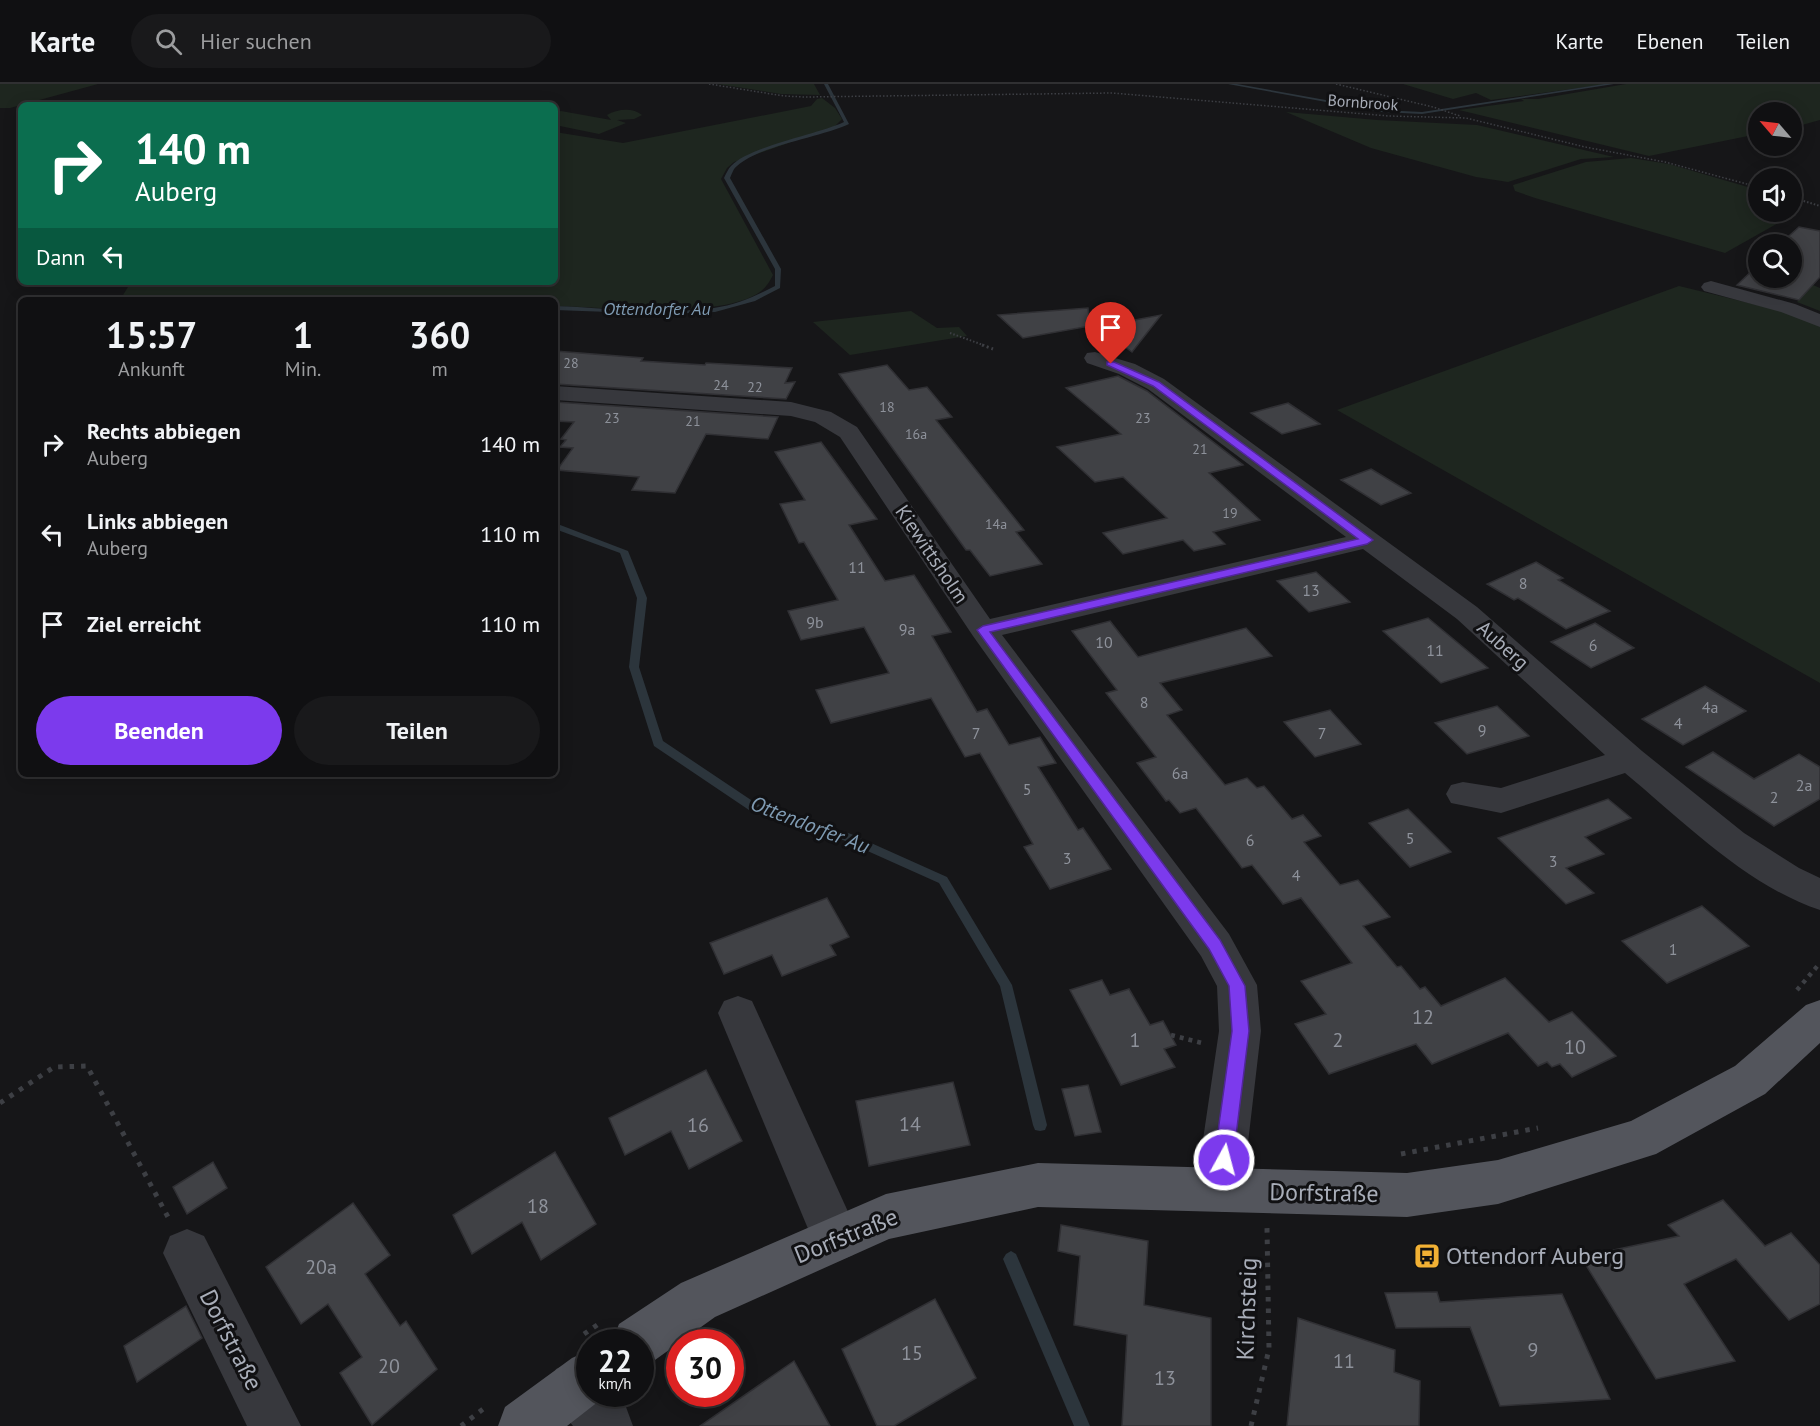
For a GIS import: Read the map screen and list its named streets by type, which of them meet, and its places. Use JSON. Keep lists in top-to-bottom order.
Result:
{
  "streets": {
    "main road": ["Dorfstraße"],
    "street": ["Kiewittsholm", "Auberg"],
    "path": ["Bornbrook", "Kirchsteig"]
  },
  "crossings": [
    ["Kiewittsholm", "Dorfstraße"],
    ["Dorfstraße", "Kirchsteig"]
  ],
  "water": ["Ottendorfer Au"],
  "places": {
    "bus stop": ["Ottendorf Auberg"]
  },
  "house_numbers": [
    "28",
    "24",
    "22",
    "18",
    "23",
    "23",
    "21",
    "16a",
    "21",
    "19",
    "14a",
    "11",
    "8",
    "13",
    "9b",
    "9a",
    "10",
    "6",
    "11",
    "8",
    "4a",
    "4",
    "9",
    "7",
    "7",
    "6a",
    "2a",
    "5",
    "2",
    "5",
    "6",
    "3",
    "3",
    "4",
    "1",
    "12",
    "1",
    "2",
    "10",
    "14",
    "16",
    "18",
    "20a",
    "9",
    "15",
    "11",
    "20",
    "13"
  ],
  "north": "top left",
  "page": {
    "header": "Karte",
    "search": "Hier suchen",
    "nav": ["Karte", "Ebenen", "Teilen"],
    "turn": ["140 m", "Auberg"],
    "then": "Dann",
    "eta": [
      "15:57",
      "Ankunft",
      "1",
      "Min.",
      "360",
      "m"
    ],
    "list": [
      {
        "name": "Rechts abbiegen",
        "note": "Auberg",
        "value": "140 m"
      },
      {
        "name": "Links abbiegen",
        "note": "Auberg",
        "value": "110 m"
      },
      {
        "name": "Ziel erreicht",
        "value": "110 m"
      }
    ],
    "buttons": ["Beenden", "Teilen"],
    "speed": "22 km/h",
    "limit": "30"
  }
}
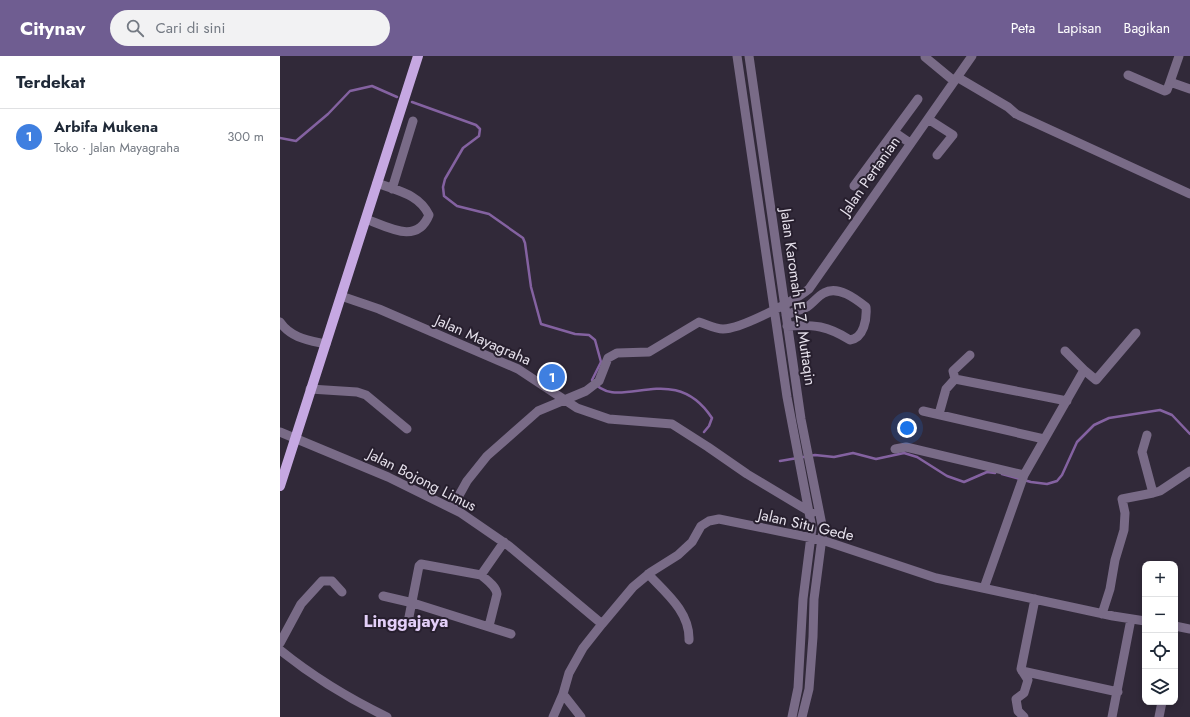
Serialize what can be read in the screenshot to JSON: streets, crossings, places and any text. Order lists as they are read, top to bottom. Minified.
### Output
{"streets":{"street":["Jalan Pertanian","Jalan Karomah E.Z. Muttaqin","Jalan Mayagraha","Jalan Bojong Limus","Jalan Situ Gede"]},"crossings":[["Jalan Pertanian","Jalan Karomah E.Z. Muttaqin"],["Jalan Pertanian","Jalan Mayagraha"],["Jalan Karomah E.Z. Muttaqin","Jalan Mayagraha"],["Jalan Karomah E.Z. Muttaqin","Jalan Situ Gede"],["Jalan Bojong Limus","Jalan Situ Gede"]],"districts":["Linggajaya"],"page":{"header":"Citynav","search":"Cari di sini","nav":["Peta","Lapisan","Bagikan"],"heading":"Terdekat","list":[{"mark":"1","name":"Arbifa Mukena","note":"Toko · Jalan Mayagraha","value":"300 m"}],"pins":"1","map_buttons":["+","−"]}}
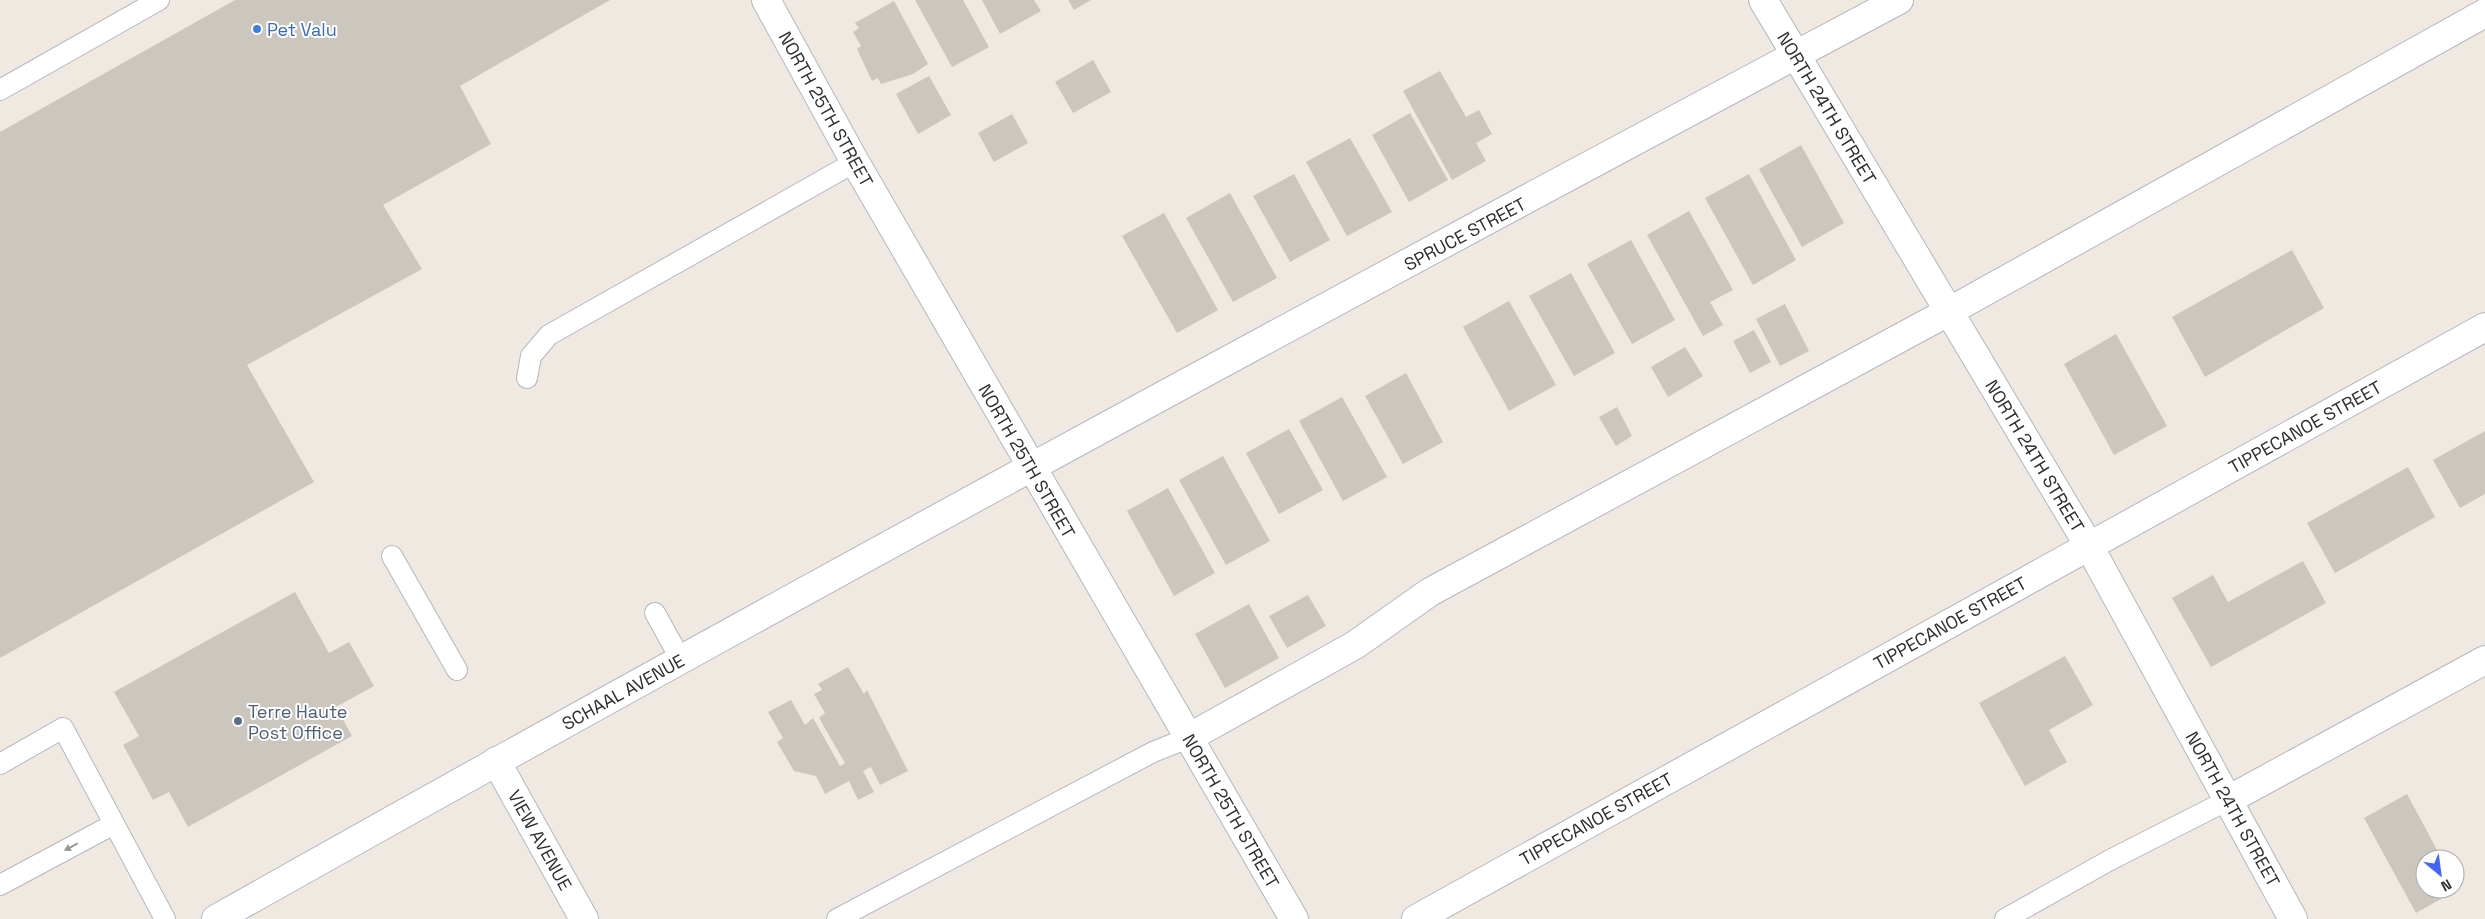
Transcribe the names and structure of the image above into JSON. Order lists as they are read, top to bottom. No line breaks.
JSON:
{"streets":{"street":["NORTH 24TH STREET","NORTH 25TH STREET","SPRUCE STREET","TIPPECANOE STREET","SCHAAL AVENUE","VIEW AVENUE"]},"crossings":[["NORTH 24TH STREET","SPRUCE STREET"],["NORTH 24TH STREET","TIPPECANOE STREET"],["NORTH 25TH STREET","SPRUCE STREET"],["NORTH 25TH STREET","SCHAAL AVENUE"],["SPRUCE STREET","SCHAAL AVENUE"],["SCHAAL AVENUE","VIEW AVENUE"]],"places":["Pet Valu","Terre Haute Post Office"],"north":"bottom right"}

• Task objective:
Using the material, show each line where the string "lists" can be found.

• Response to the task:
For a GIS import: Read the map screen and list its named streets by type, which of them meet, and its places. Use JSON. Keep lists in top-to-bottom order.
Serialize what can be read in the screenshot to JSON: streets, crossings, places and any text. Order lists as they are read, top to bottom. Minified.
Transcribe the names and structure of the image above into JSON. Order lists as they are read, top to bottom. No line breaks.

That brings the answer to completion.